The Liberty Research Group

Parallelization Project

Global Multi-Threaded Instruction Scheduling [abstract] (IEEE Xplore, PDF)
Guilherme Ottoni and David I. August
Proceedings of the 40th IEEE/ACM International Symposium on Microarchitecture (MICRO), December 2007.
Accept Rate: 21% (35/166).

Recently, the microprocessor industry has moved toward chip multiprocessor (CMP) designs as a means of utilizing the increasing transistor counts in the face of physical and micro-architectural limitations. Despite this move, CMPs do not directly improve the performance of single-threaded codes, a characteristic of most applications. In order to support parallelization of general-purpose applications, computer architects have proposed CMPs with light-weight scalar communication mechanisms. Despite such support, most existing compiler multi-threading techniques have generally demonstrated little effectiveness in extracting parallelism from non-scientific applications. The main reason for this is that such techniques are mostly restricted to extracting parallelism within straight-line regions of code.

In this paper, we first propose a framework that enables global multi-threaded instruction scheduling in general.
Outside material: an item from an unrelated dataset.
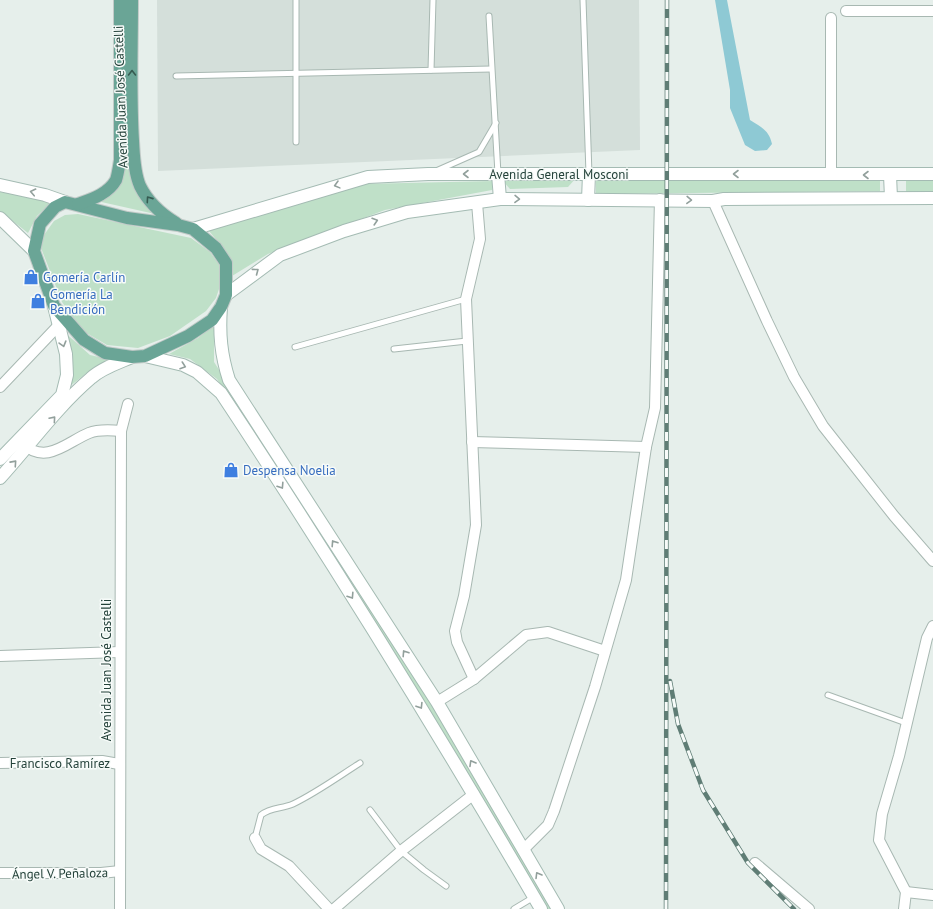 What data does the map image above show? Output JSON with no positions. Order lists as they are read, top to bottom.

We then describe GREMIO, a scheduler built using this framework. GREMIO operates at a global scope, at the procedure level, and uses control dependence analysis to extract non-speculative thread-level parallelism from sequential codes. Using a fully automatic compiler implementation of GREMIO and a validated processor model, this paper demonstrates gains for a dual-core CMP model running a variety of codes. Our experiments demonstrate the advantage of exploiting global scheduling for multi-threaded architectures, and present gains in a detailed comparison with the Decoupled Software Pipelining (DSWP) multi-threading technique. Furthermore, our experiments show that adding GREMIO to a compiler with DSWP improves the average speedup from 16.5% to 32.8% for important benchmark functions when utilizing two cores, indicating the importance of this technique in making compilers extract threads effectively.